To do: In full and unaltered, output the records below.

Dataset items
• • • • • • •

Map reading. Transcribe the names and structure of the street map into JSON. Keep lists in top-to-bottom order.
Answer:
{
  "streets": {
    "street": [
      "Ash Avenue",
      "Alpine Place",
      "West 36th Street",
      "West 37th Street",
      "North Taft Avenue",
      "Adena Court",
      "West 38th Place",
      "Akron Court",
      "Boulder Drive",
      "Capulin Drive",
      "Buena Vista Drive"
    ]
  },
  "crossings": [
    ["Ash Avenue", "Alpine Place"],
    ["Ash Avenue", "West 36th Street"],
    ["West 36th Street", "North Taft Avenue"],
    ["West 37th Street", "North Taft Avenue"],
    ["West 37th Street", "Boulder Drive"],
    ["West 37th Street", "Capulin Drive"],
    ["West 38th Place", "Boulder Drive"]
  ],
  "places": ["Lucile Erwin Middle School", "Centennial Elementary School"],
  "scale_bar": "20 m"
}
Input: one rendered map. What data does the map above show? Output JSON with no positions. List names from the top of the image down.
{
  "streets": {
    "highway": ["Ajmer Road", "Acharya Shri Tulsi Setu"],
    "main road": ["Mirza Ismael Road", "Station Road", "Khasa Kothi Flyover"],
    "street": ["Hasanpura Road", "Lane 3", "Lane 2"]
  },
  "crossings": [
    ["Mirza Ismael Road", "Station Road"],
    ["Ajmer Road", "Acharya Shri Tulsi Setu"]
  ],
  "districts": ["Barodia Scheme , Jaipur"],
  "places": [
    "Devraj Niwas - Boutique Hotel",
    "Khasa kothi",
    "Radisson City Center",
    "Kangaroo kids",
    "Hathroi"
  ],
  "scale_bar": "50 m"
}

• • • • • • •

Output for this task:
Map reading. Transcribe the names and structure of the street map into JSON. Keep lists in top-to-bottom order.
Answer:
{
  "streets": {
    "street": [
      "Ash Avenue",
      "Alpine Place",
      "West 36th Street",
      "West 37th Street",
      "North Taft Avenue",
      "Adena Court",
      "West 38th Place",
      "Akron Court",
      "Boulder Drive",
      "Capulin Drive",
      "Buena Vista Drive"
    ]
  },
  "crossings": [
    ["Ash Avenue", "Alpine Place"],
    ["Ash Avenue", "West 36th Street"],
    ["West 36th Street", "North Taft Avenue"],
    ["West 37th Street", "North Taft Avenue"],
    ["West 37th Street", "Boulder Drive"],
    ["West 37th Street", "Capulin Drive"],
    ["West 38th Place", "Boulder Drive"]
  ],
  "places": ["Lucile Erwin Middle School", "Centennial Elementary School"],
  "scale_bar": "20 m"
}
Input: one rendered map. What data does the map above show? Output JSON with no positions. List names from the top of the image down.
{
  "streets": {
    "highway": ["Ajmer Road", "Acharya Shri Tulsi Setu"],
    "main road": ["Mirza Ismael Road", "Station Road", "Khasa Kothi Flyover"],
    "street": ["Hasanpura Road", "Lane 3", "Lane 2"]
  },
  "crossings": [
    ["Mirza Ismael Road", "Station Road"],
    ["Ajmer Road", "Acharya Shri Tulsi Setu"]
  ],
  "districts": ["Barodia Scheme , Jaipur"],
  "places": [
    "Devraj Niwas - Boutique Hotel",
    "Khasa kothi",
    "Radisson City Center",
    "Kangaroo kids",
    "Hathroi"
  ],
  "scale_bar": "50 m"
}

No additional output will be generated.